-- GIVEN ENTRIES --
- - - -

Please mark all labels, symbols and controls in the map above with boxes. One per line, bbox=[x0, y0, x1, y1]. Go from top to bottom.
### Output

- - - -

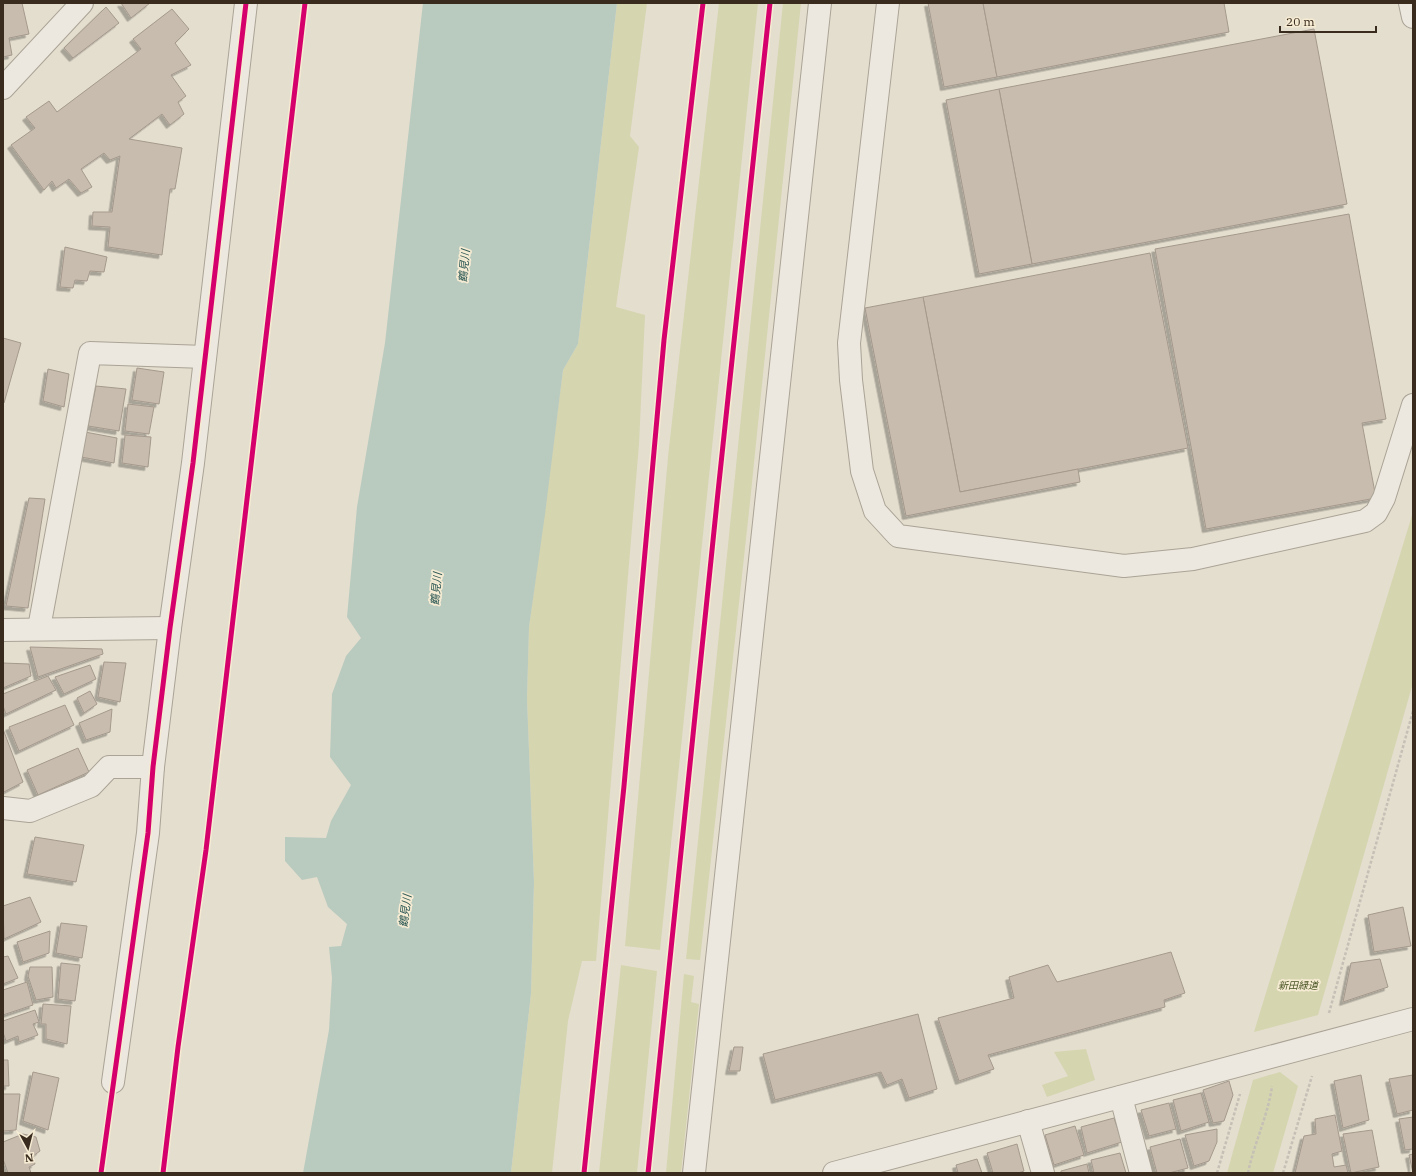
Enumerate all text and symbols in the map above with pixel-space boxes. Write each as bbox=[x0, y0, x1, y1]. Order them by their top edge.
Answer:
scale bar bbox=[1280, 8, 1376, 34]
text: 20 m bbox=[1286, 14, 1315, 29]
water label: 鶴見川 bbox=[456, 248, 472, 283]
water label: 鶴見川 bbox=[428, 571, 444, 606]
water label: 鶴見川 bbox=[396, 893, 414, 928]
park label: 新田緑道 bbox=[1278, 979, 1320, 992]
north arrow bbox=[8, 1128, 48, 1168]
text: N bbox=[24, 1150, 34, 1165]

- - - -

Whenever the string "symbols" shows up on a line of the listing, copy that line.

-- WRITTEN REPLY --
Please mark all labels, symbols and controls in the map above with boxes. One per line, bbox=[x0, y0, x1, y1]. Go from top to bottom.
Enumerate all text and symbols in the map above with pixel-space boxes. Write each as bbox=[x0, y0, x1, y1]. Order them by their top edge.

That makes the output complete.